Very nice work. Eye looks great.
Brian


----------



## rjbass (Aug 1, 2007)

Doug, 

Really nice....I would love to throw that a few times...great eyes.

Rod


----------



## vc1111 (Apr 13, 2004)

That is one beautiful bait. I love the golden pearl looking over the gill area and the head looks almost alive.


----------



## TIGGER (Jan 17, 2006)

Wow Doug that looks great! Nice job on those eyes!!!!!!!!! That is one cool bait!

John


----------



## etch (Oct 13, 2007)

IMHO, one of the best poppers i have ever seen, just stunning!!!!!!!!!!

Etch


----------



## fugarwi7 (Sep 20, 2006)

Sweeeet...as mentioned, it is so real looking it does look "alive"...a perfect blend of color and detail and just one question...are you really going to throw that piece of art in the water? Great Job!!


----------



## walleyevision (Aug 4, 2005)

Awesome work! I like it alot. Was that done on a lathe?


----------



## Rowhunter (Jun 21, 2007)

Sorry for the delay guy's, I'm having a few computer problem's. Thanks for all the comment's , I'm glad you like it. I mentioned having "fun" with the eye's so here's a little clarification. These eye's are glass and come with only the pupil painted black. Simply painting gold ,silver, white or any other color would be all that is needed to make them look good. BUT, Not this time! I went to VanDykes taxidermy supply and looked at LMB painted eye's for a reference. Here's what I came up with. Gold ring around the pupil, transparent red line across the pupil, spit black with the airbrush then shoot a black ring around the eye, and finish with a dark tan overall to fill in the middle.
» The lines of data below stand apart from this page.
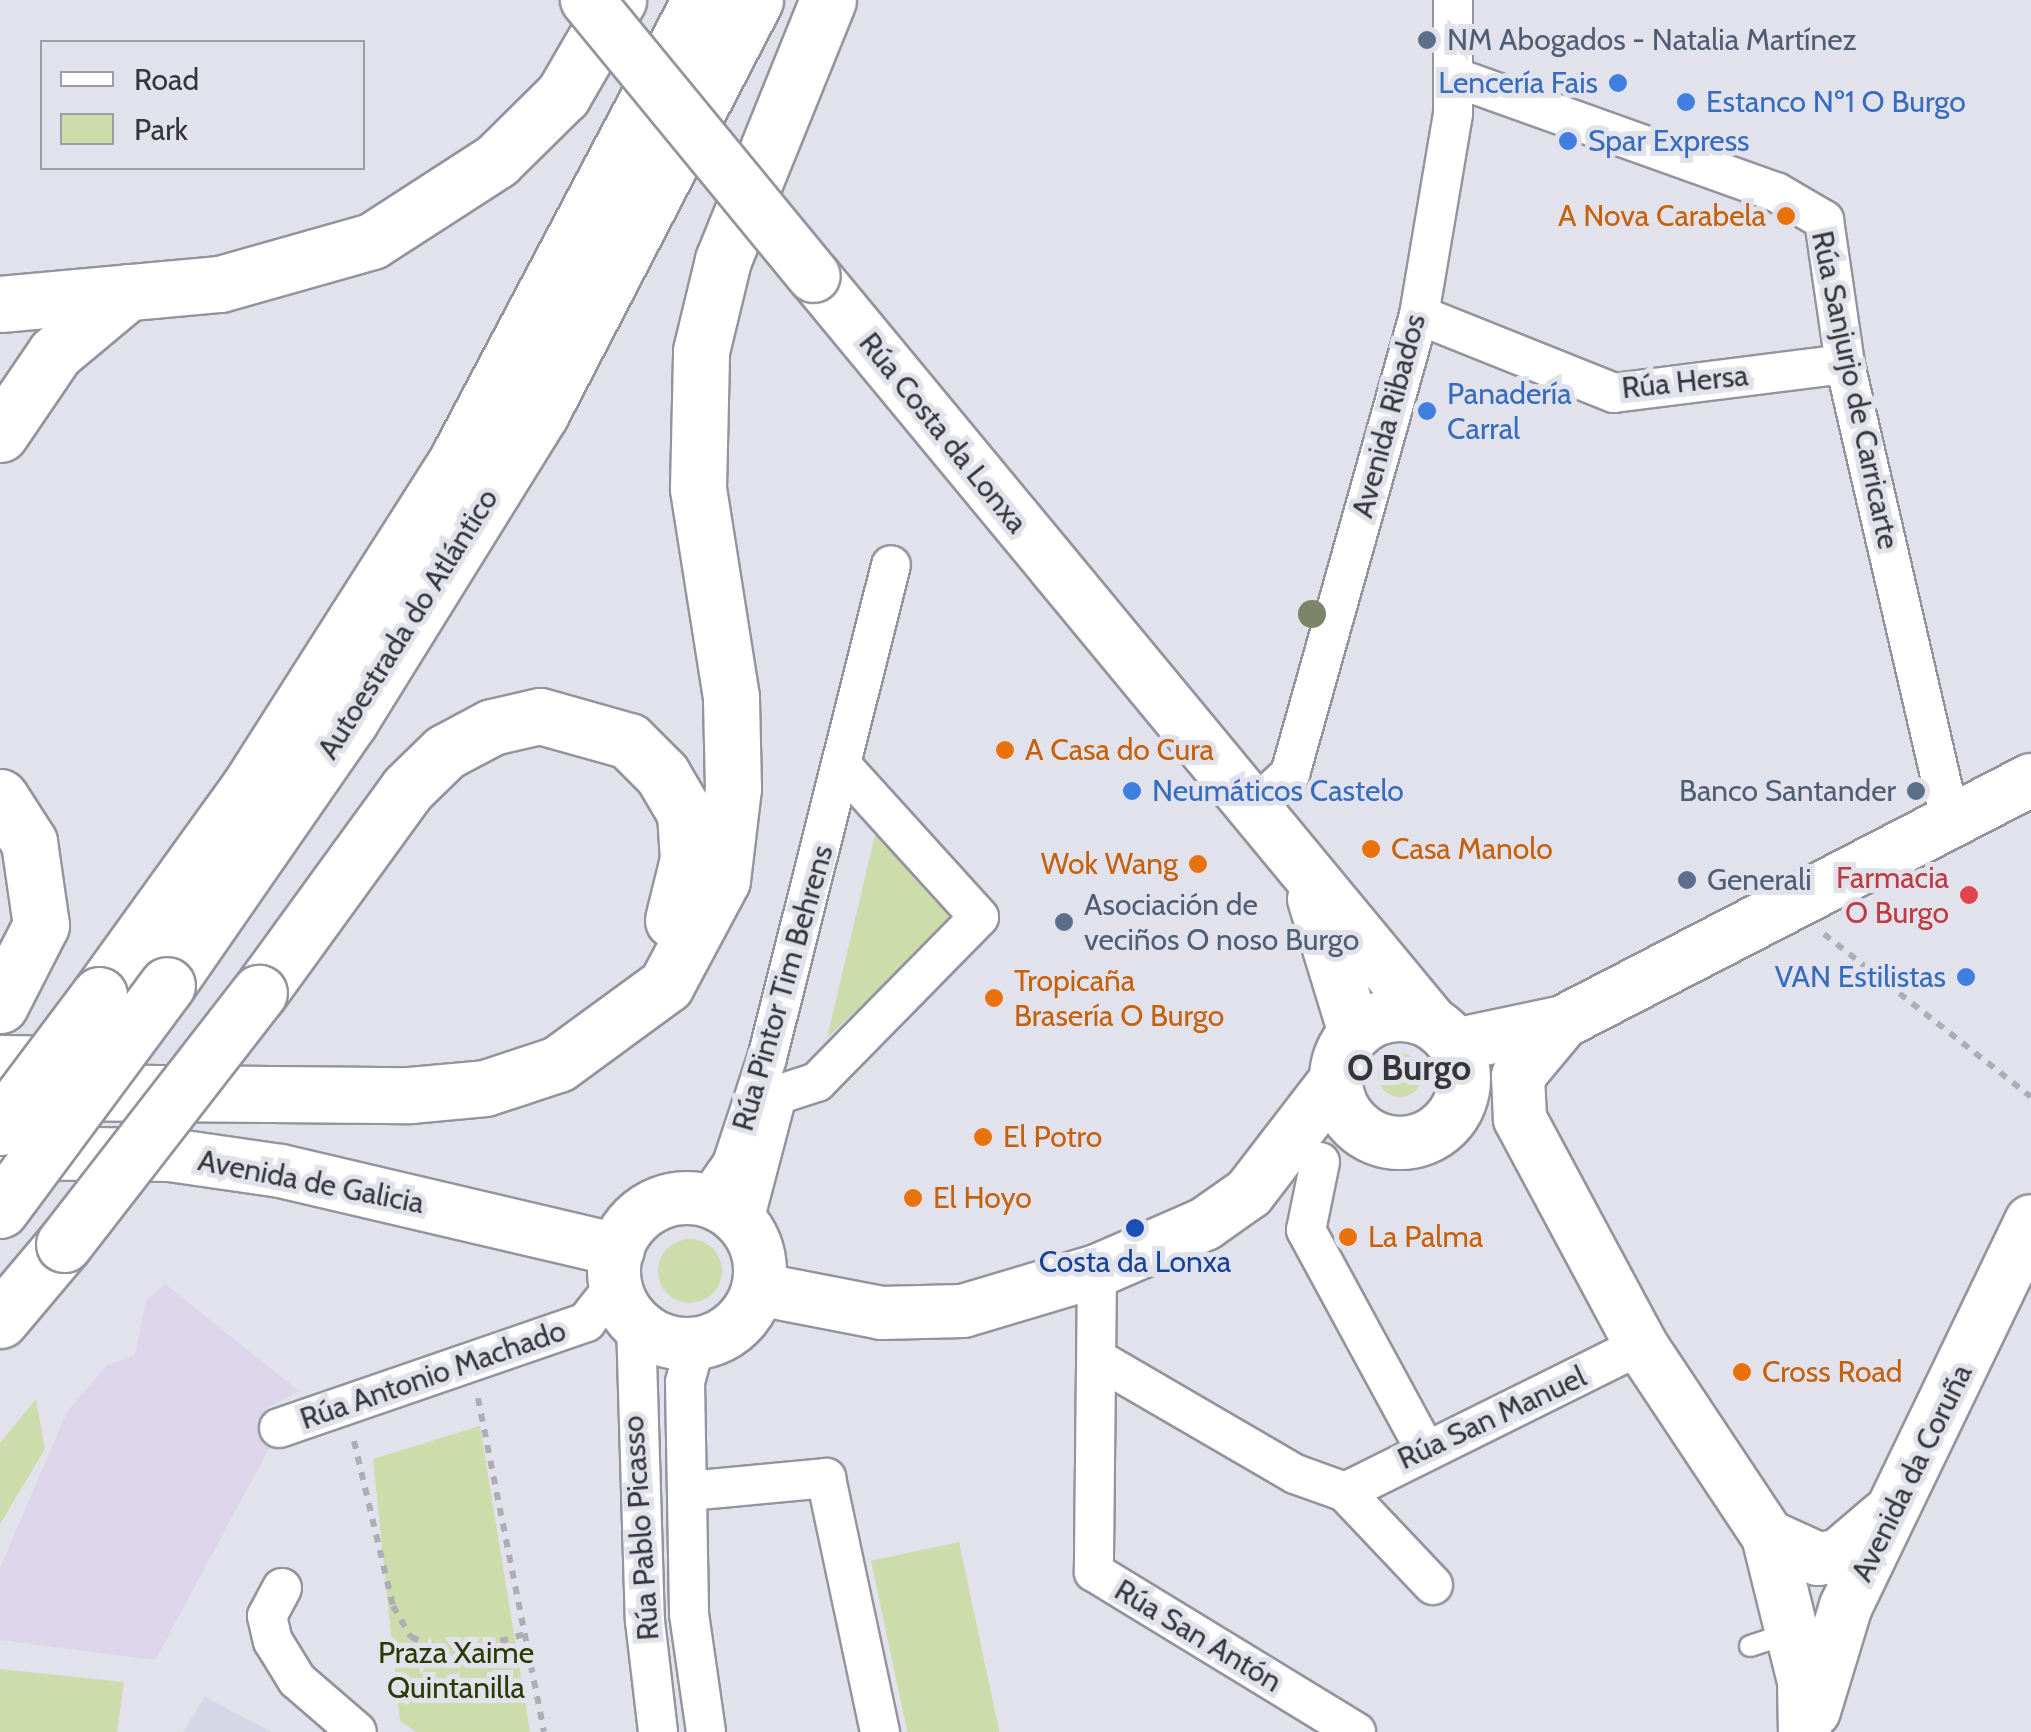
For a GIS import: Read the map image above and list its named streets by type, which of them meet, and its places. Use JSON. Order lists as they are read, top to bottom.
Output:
{
  "streets": {
    "highway": ["Autoestrada do Atlántico"],
    "main road": ["Rúa Costa da Lonxa", "Avenida de Galicia", "Avenida da Coruña"],
    "street": [
      "Rúa Hersa",
      "Rúa Sanjurjo de Carricarte",
      "Avenida Ribados",
      "Rúa Pintor Tim Behrens",
      "Rúa Antonio Machado",
      "Rúa San Manuel",
      "Rúa Pablo Picasso",
      "Rúa San Antón"
    ]
  },
  "crossings": [
    ["Rúa Hersa", "Rúa Sanjurjo de Carricarte"],
    ["Rúa Hersa", "Avenida Ribados"],
    ["Rúa Sanjurjo de Carricarte", "Avenida Ribados"],
    ["Avenida Ribados", "Rúa Costa da Lonxa"],
    ["Rúa Pintor Tim Behrens", "Avenida de Galicia"],
    ["Rúa Pintor Tim Behrens", "Rúa Antonio Machado"],
    ["Rúa Pintor Tim Behrens", "Rúa Pablo Picasso"],
    ["Avenida de Galicia", "Rúa Antonio Machado"],
    ["Avenida de Galicia", "Rúa Pablo Picasso"],
    ["Rúa Antonio Machado", "Rúa Pablo Picasso"]
  ],
  "districts": ["O Burgo"],
  "parks": ["Praza Xaime Quintanilla"],
  "places": [
    "NM Abogados - Natalia Martínez",
    "Lencería Fais",
    "Estanco Nº1 O Burgo",
    "Spar Express",
    "A Nova Carabela",
    "Panadería Carral",
    "A Casa do Cura",
    "Neumáticos Castelo",
    "Banco Santander",
    "Casa Manolo",
    "Wok Wang",
    "Generali",
    "Farmacia O Burgo",
    "Asociación de veciños O noso Burgo",
    "VAN Estilistas",
    "Tropicaña Brasería O Burgo",
    "El Potro",
    "El Hoyo",
    "Costa da Lonxa",
    "La Palma",
    "Cross Road"
  ],
  "legend": ["Road", "Park"]
}
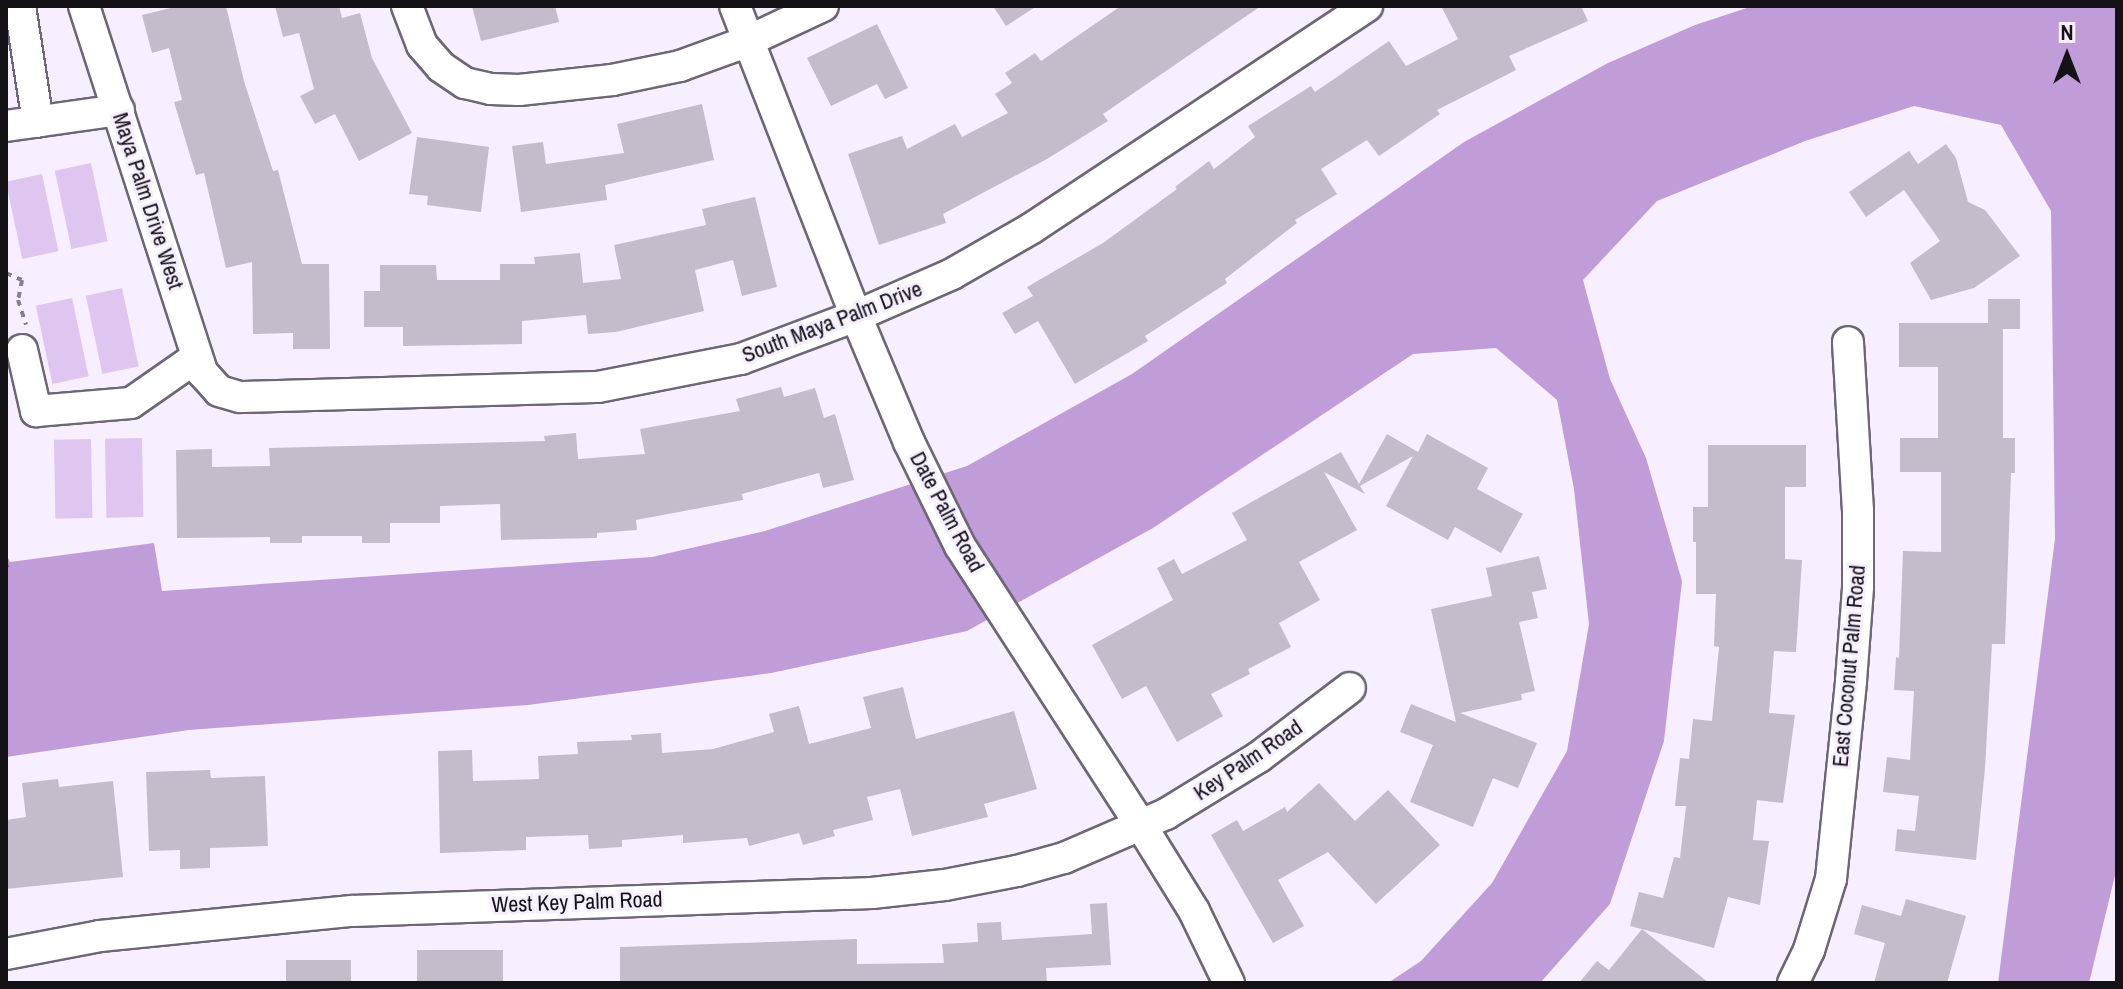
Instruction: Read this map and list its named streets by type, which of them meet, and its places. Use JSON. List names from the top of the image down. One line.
{"streets":{"street":["Maya Palm Drive West","South Maya Palm Drive","Date Palm Road","East Coconut Palm Road","Key Palm Road","West Key Palm Road"]},"crossings":[["Maya Palm Drive West","South Maya Palm Drive"],["South Maya Palm Drive","Date Palm Road"],["Date Palm Road","Key Palm Road"],["Date Palm Road","West Key Palm Road"],["Key Palm Road","West Key Palm Road"]],"north":"top"}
Yes, this really was fun, and only took about ten minutes. 
NOTE, This level of detail is only necessary when finicky Musky's are keying in on tiny dot's in the eye's! When ,and if this ever happen's, I'll have all base's covered. LOL And ,Yes, this was spun on a lathe, mouth profile cut with a bandsaw, and detailed with a Dremel. And , Yes, this lure will be thrown. As all my lure's are, they are meant to be fished. Right Vince?

Douglas


----------



## vc1111 (Apr 13, 2004)

I agree, Row. All baits should be fished with after a period of appropriate admiration. I just need a longer period of admiration with those baits you sent me.


----------